Post reporters David A. Fahrenthold and Rosalind S. Helderman go on to hold this up as an example of how Obama's move has thrown the GOP into disarray, writing that McConnell's non-answer "reflects broader confusion and division within the GOP over how to react to Obama’s move." But there's actually more going on here.
[Steve Benen:]
Three times McConnell was asked for his position, and three times he said he would wait for guidance from Romney.
At the surface, it's rather amusing to see Mitch McConnell refuse to take a position on a controversial issue, waiting for his party's inexperienced, flip-flopping nominee to tell McConnell what to think.
But just below the surface, there's another problem that Romney needs to acknowledge and address: as McConnell made clear, without saying so explicitly, leading the Republican Party at the national level comes with responsibilities. In GOP politics, members tend to get in line, and take specific cues from the man out front. Romney may not hold office right now, but there's an expectation that he'll giving marching orders and... lead.
In other words, McConnell is not inclined to come up with a position for Romney to agree with and provide him the (arguably minimal) cover of the "party line." The ever-vacillating candidate is going to have to make a goddam decision for once in his life -- and defend it if it turns out to be an unpopular one.

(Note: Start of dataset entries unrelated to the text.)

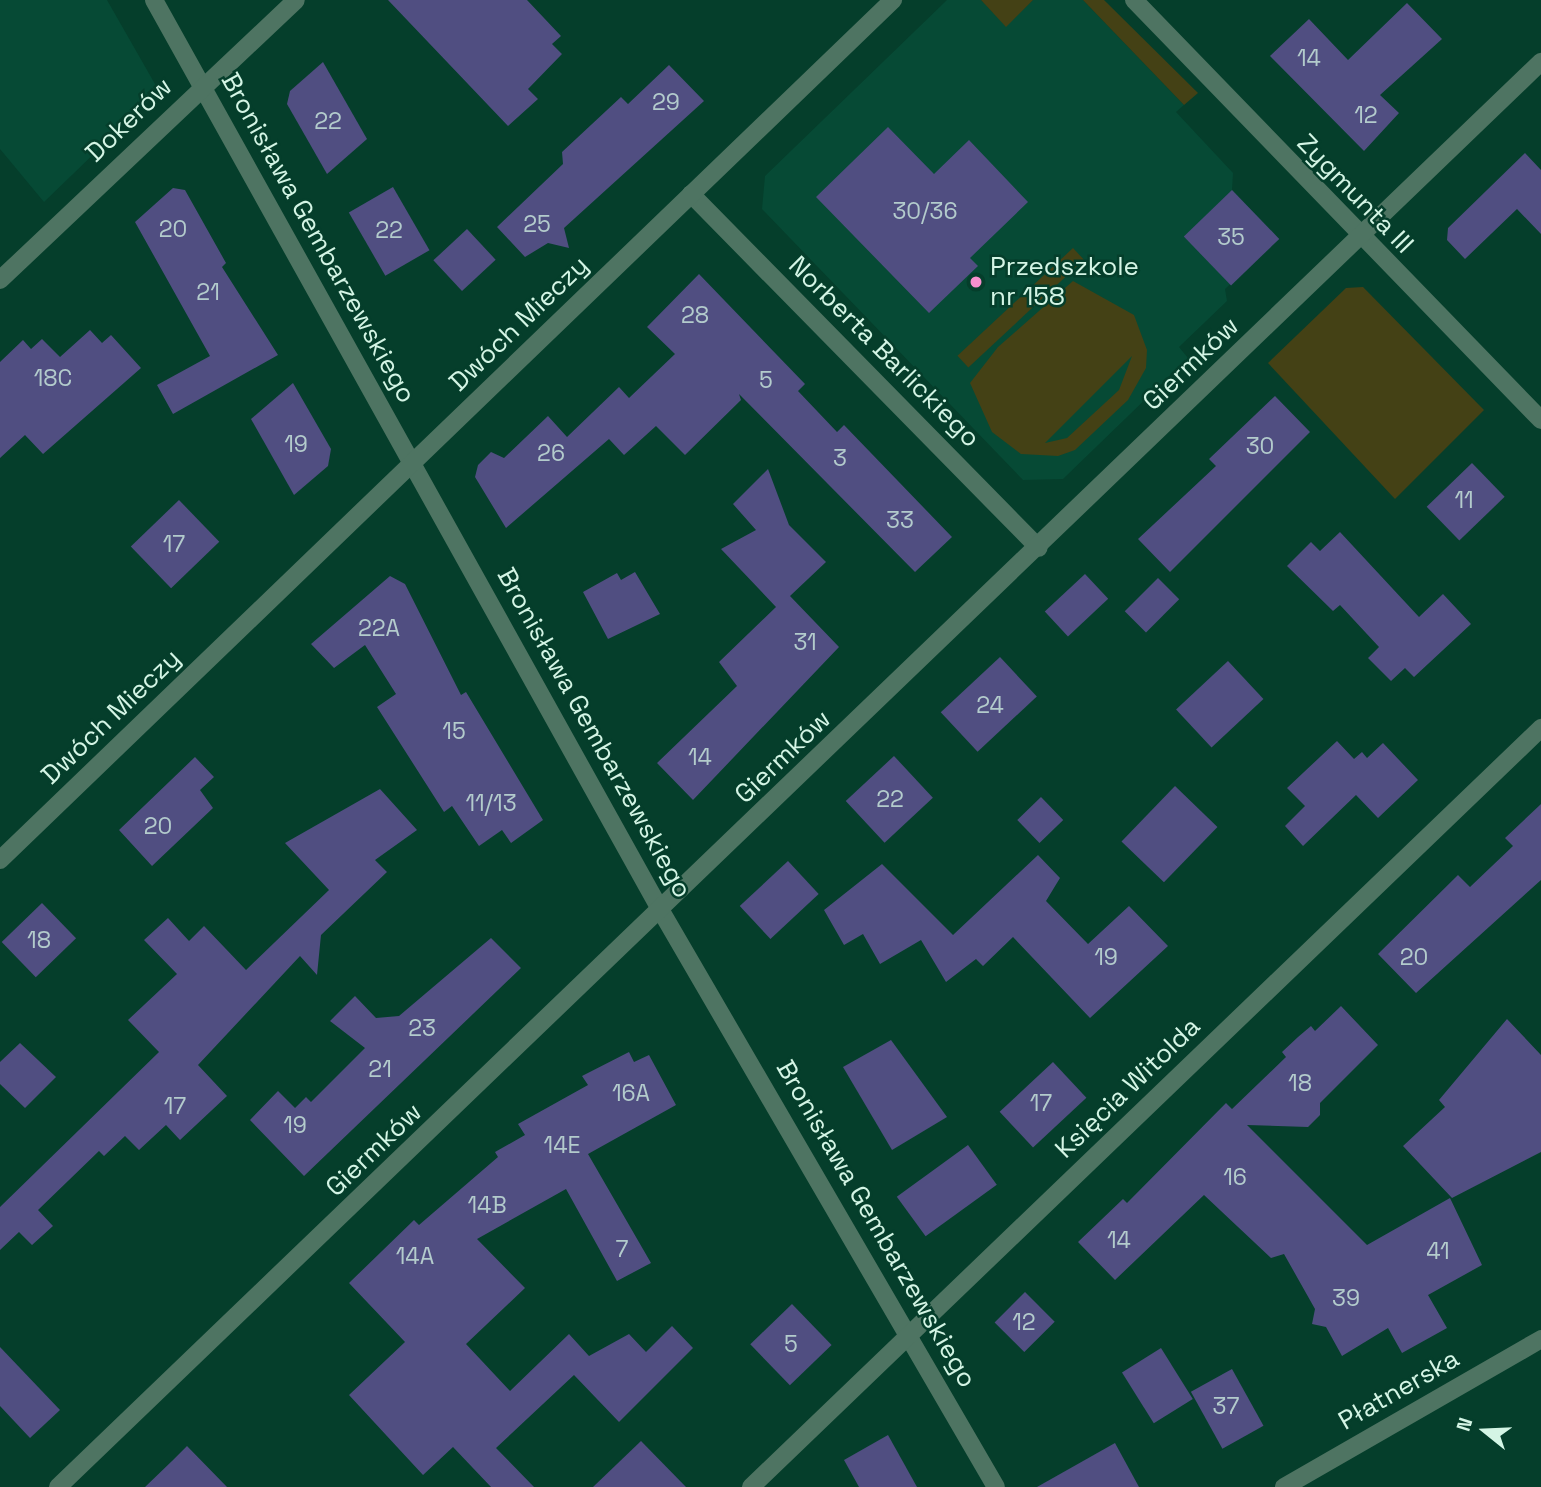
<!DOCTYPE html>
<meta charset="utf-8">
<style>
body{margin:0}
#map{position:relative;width:1541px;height:1487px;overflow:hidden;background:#053e2b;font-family:"Space Grotesk",sans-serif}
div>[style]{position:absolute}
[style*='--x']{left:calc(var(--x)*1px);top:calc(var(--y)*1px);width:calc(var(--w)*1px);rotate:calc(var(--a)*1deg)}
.built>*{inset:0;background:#064a35}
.green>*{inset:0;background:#444115;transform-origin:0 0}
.building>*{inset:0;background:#504e81;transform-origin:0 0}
.street>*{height:18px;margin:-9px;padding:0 9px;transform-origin:9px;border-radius:9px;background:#4e7462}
.dots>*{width:19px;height:19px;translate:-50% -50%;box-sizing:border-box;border:4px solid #053e2b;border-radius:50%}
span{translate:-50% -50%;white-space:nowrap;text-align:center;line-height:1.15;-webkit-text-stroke:5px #053e2b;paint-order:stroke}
.number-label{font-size:23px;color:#b3cbcc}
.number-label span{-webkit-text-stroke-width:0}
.street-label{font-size:26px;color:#d4f5e5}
.poi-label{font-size:26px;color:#d4f5e5}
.left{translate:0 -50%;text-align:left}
.north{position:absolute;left:1450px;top:1396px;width:70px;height:70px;-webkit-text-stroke:5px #053e2b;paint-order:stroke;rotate:288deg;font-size:19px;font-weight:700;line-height:28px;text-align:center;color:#d4f5e5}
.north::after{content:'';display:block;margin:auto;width:24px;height:32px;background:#d4f5e5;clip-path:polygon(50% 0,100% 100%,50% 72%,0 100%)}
</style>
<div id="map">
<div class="built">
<i style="clip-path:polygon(0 0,107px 0,159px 91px,44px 202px,0 149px)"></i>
<i style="clip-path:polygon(947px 0,981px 0,1006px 26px,1033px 0,1083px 0,1184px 105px,1176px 112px,1233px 173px,1232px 190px,1279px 239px,1225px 289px,1227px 301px,1179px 347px,1188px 358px,1063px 479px,1023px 480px,762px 209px,765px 176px)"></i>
</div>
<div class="green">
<i style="clip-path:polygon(981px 0,1033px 0,1006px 27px)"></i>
<i style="clip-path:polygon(1083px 0,1104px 0,1198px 93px,1184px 105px)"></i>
<i style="left:1073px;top:248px;width:16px;height:158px;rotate:47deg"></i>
<i style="clip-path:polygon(evenodd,1073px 281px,1134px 315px,1147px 350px,1146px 368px,1128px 400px,1075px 450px,1058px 456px,1021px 454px,992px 432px,970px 383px,998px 347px,1073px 281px,1132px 356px,1119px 390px,1067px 438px,1045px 443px,1132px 356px)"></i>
<i style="clip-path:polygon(1363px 287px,1484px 410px,1395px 499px,1268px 363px,1346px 288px)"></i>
</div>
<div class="building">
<i style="clip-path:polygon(388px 0,527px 0,561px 36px,552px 44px,562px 54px,528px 89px,538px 99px,508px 126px)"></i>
<i style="clip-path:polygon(1407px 3px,1442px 39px,1380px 95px,1399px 113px,1364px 151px,1270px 56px,1309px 19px,1348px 60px)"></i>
<i style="clip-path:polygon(323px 62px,367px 139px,327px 174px,287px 104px,290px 91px)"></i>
<i style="clip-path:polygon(669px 65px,704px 101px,564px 228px,569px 248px,548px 243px,525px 257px,497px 227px,563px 164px,562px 152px,621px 97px,628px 104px)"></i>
<i style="clip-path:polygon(888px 127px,934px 174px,969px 140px,1028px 202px,970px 258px,978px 266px,929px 313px,816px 197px)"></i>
<i style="clip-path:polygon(1525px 153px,1541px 170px,1541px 234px,1517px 209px,1465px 259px,1447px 240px,1448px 228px)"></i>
<i style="left:393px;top:187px;width:73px;height:51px;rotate:60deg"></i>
<i style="clip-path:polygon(173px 188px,185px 190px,226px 263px,222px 267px,278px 355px,173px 414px,157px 385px,210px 356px,135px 222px)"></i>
<i style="left:1232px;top:190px;width:68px;height:67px;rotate:46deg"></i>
<i style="left:467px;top:229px;width:42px;height:46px;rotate:47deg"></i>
<i style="clip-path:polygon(699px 274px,805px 384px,798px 391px,837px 432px,844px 425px,952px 537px,915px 572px,739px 394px,741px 400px,685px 455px,656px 426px,624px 455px,609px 439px,506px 528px,475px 477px,478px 465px,491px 452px,504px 458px,548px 416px,567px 437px,619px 387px,629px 398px,675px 354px,647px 327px)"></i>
<i style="clip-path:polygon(90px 330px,102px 343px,111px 335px,141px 368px,43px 454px,25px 435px,0 458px,0 362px,23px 340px,31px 349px,42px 339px,60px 357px)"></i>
<i style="clip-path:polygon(293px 383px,331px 449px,328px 466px,294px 495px,251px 419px)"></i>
<i style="clip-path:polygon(1275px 396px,1310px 432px,1170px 572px,1138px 539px,1216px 466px,1209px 459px)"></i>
<i style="left:1472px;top:463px;width:47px;height:63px;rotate:46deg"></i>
<i style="clip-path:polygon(768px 469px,789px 525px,826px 562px,790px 596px,839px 647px,693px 800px,657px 763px,737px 686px,719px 662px,776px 607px,721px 549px,756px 530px,733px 504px)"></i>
<i style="left:179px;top:500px;width:58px;height:67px;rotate:46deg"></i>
<i style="clip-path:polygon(1340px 532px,1419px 617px,1443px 594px,1471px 624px,1414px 677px,1405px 668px,1391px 681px,1368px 658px,1379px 647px,1340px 605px,1333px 611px,1287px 566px,1311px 542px,1320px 551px)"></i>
<i style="clip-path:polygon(635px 572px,660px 614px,608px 639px,583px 592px,617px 573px,621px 580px)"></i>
<i style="left:1085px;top:574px;width:34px;height:55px;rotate:47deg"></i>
<i style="clip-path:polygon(390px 576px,405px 584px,461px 695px,466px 692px,543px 820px,511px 843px,502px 830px,479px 846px,452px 806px,444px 812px,377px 707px,396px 694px,365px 645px,334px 668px,311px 644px)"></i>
<i style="left:1158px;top:578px;width:30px;height:47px;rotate:45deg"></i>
<i style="left:1000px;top:657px;width:54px;height:81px;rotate:47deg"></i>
<i style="left:1228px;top:661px;width:52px;height:71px;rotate:47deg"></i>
<i style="clip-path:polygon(1337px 741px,1354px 759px,1362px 752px,1367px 758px,1383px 743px,1418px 780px,1378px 818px,1356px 795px,1303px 846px,1285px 826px,1305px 806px,1287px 788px)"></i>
<i style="left:894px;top:756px;width:57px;height:66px;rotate:47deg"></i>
<i style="clip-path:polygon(195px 757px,214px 777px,200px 790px,213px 808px,152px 866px,119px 830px)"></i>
<i style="left:1175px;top:786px;width:59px;height:77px;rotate:44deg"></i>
<i style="clip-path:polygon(380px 789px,417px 830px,375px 860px,387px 872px,321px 935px,317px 975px,300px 956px,198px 1065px,227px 1096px,180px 1140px,166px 1125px,139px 1150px,125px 1136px,104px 1156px,99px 1151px,38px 1210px,53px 1226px,32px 1245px,19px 1232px,0 1250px,0 1207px,159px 1052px,128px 1020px,177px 974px,144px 940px,168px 918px,189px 941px,204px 926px,246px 970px,329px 890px,285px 843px)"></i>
<i style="left:1041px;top:797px;width:32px;height:33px;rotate:46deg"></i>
<i style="clip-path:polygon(1541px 804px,1541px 880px,1416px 993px,1378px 954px,1458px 875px,1470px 887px,1513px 846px,1505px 838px)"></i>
<i style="clip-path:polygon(1038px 855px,1060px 878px,1046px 901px,1088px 944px,1129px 906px,1168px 946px,1090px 1018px,1013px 937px,983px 966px,976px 959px,946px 982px,921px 940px,880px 964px,863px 934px,844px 945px,824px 910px,882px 864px,953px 935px)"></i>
<i style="left:788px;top:861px;width:45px;height:66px;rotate:47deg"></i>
<i style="left:42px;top:903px;width:49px;height:56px;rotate:46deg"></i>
<i style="clip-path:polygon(491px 938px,521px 968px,304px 1176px,250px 1120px,278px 1091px,295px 1108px,306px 1097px,311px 1102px,365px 1048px,330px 1021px,355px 996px,376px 1018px,399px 1016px)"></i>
<i style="clip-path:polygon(1341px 1006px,1378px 1045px,1320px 1103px,1320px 1115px,1308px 1127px,1247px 1125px,1367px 1245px,1450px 1198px,1482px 1265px,1428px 1295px,1447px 1328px,1402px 1353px,1388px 1328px,1342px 1356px,1326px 1327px,1312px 1324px,1315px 1309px,1284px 1254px,1271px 1258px,1204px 1195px,1115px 1280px,1078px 1242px,1123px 1199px,1127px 1203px,1226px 1103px,1232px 1109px,1286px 1057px,1282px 1052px,1298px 1037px,1311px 1026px,1315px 1031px)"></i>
<i style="clip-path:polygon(1507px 1019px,1541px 1055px,1541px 1152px,1452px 1198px,1403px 1146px,1445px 1107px,1439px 1100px)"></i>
<i style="clip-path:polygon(891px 1040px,947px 1117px,892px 1150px,843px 1067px)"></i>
<i style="clip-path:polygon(20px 1043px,56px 1077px,25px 1108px,0 1084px,0 1062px)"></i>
<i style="clip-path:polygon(629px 1052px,634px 1062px,649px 1055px,676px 1105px,588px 1154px,651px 1263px,617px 1281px,566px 1189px,477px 1239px,525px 1288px,466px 1344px,510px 1391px,569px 1334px,589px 1356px,629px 1334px,646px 1352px,672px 1326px,693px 1348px,619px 1422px,574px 1375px,496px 1448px,534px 1487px,491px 1487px,453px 1447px,423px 1475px,349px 1395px,405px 1342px,349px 1283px,414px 1220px,419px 1225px,498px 1157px,495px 1152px,525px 1135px,518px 1124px,588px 1085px,582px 1076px)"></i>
<i style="left:1053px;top:1062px;width:49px;height:73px;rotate:47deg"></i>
<i style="left:968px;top:1145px;width:49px;height:88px;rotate:54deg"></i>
<i style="left:1025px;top:1292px;width:42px;height:43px;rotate:45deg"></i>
<i style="left:792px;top:1304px;width:57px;height:58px;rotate:46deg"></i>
<i style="clip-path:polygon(0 1347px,60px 1410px,30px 1438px,0 1406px)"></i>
<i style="left:1161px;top:1348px;width:60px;height:46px;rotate:58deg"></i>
<i style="left:1232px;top:1369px;width:65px;height:47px;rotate:61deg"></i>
<i style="clip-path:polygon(888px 1435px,917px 1487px,859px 1487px,844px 1460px)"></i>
<i style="clip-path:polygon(641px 1441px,686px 1487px,593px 1487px)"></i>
<i style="clip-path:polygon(1115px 1443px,1139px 1487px,1037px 1487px)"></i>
<i style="clip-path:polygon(187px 1446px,227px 1487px,145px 1487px,172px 1461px)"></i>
</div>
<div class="street">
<i style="--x:154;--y:0;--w:1043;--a:60.9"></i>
<i style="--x:661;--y:911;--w:666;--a:59.82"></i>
<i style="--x:1134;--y:0;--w:585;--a:45.9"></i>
<i style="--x:691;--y:194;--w:496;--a:45.5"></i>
<i style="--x:0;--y:280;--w:407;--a:-43.4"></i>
<i style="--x:0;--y:860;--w:1240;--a:-43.92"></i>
<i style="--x:58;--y:1487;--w:2057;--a:-43.86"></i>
<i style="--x:751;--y:1487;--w:1096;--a:-43.85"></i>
<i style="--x:1284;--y:1487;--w:297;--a:-29.9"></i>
</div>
<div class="dots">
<i style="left:976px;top:282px;background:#f790ce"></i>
</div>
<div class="number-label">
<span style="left:1309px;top:58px">14</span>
<span style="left:666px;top:102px">29</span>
<span style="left:1366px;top:115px">12</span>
<span style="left:328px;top:121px">22</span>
<span style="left:925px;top:211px">30/36</span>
<span style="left:537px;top:224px">25</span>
<span style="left:173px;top:229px">20</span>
<span style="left:389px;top:230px">22</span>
<span style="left:1231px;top:237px">35</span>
<span style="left:208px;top:292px">21</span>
<span style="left:695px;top:315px">28</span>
<span style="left:53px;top:378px">18C</span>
<span style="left:766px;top:380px">5</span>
<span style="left:296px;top:444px">19</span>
<span style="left:1260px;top:446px">30</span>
<span style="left:551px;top:453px">26</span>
<span style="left:840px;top:458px">3</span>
<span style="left:1464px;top:500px">11</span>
<span style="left:900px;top:520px">33</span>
<span style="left:174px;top:544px">17</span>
<span style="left:379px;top:628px">22A</span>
<span style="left:805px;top:642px">31</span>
<span style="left:990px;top:705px">24</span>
<span style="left:454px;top:731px">15</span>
<span style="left:700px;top:757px">14</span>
<span style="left:890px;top:799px">22</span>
<span style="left:491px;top:803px">11/13</span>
<span style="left:158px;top:826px">20</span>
<span style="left:39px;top:940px">18</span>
<span style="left:1106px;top:957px">19</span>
<span style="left:1414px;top:957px">20</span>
<span style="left:422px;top:1028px">23</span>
<span style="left:380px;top:1069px">21</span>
<span style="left:1300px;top:1083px">18</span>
<span style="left:631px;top:1093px">16A</span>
<span style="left:1041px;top:1103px">17</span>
<span style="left:175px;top:1106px">17</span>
<span style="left:295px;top:1125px">19</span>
<span style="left:562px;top:1145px">14E</span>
<span style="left:1235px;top:1177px">16</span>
<span style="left:487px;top:1205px">14B</span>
<span style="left:1119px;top:1240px">14</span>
<span style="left:622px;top:1249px">7</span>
<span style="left:1438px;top:1251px">41</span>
<span style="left:415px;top:1256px">14A</span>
<span style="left:1346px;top:1298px">39</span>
<span style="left:1024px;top:1322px">12</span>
<span style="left:791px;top:1344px">5</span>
<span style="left:1226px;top:1406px">37</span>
</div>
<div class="street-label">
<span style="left:129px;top:120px;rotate:-44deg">Dokerów</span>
<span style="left:1355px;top:194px;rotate:46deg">Zygmunta III</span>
<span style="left:318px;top:238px;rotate:61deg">Bronisława Gembarzewskiego</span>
<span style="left:519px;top:324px;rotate:-44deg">Dwóch Mieczy</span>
<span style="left:884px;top:352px;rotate:45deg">Norberta Barlickiego</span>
<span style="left:1191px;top:364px;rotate:-44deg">Giermków</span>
<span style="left:111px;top:717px;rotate:-44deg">Dwóch Mieczy</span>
<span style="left:594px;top:733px;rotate:61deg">Bronisława Gembarzewskiego</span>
<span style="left:783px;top:757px;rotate:-44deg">Giermków</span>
<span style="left:1128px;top:1088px;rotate:-44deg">Księcia Witolda</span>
<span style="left:374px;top:1150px;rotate:-44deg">Giermków</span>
<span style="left:876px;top:1224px;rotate:60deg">Bronisława Gembarzewskiego</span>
<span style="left:1399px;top:1390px;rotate:-30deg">Płatnerska</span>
</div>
<div class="poi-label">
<span class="left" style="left:990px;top:282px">Przedszkole<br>nr 158</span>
</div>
<div class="north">N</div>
</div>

"As McConnell's comments yesterday helped remind us, Romney may prefer to stick to vague positions, while ducking controversial positions on controversial issues, but there are limits to this strategy," Benen explains. "Namely, Romney's party wants to reflect his beliefs, and if he displays 'a great allergy to specifics and details,' as Rich Lowry put it, Republican officials are paralyzed."
The Republican Party seems to have an obstructionist to their goals in Mitt Romney. When a decision is to be made, the man is as paralyzed as a character from Joyce's Dubliners. Mitt leads by following, his finger in the wind and his eyes on the polls, and that's beginning to have his party marching around in ineffectual circles.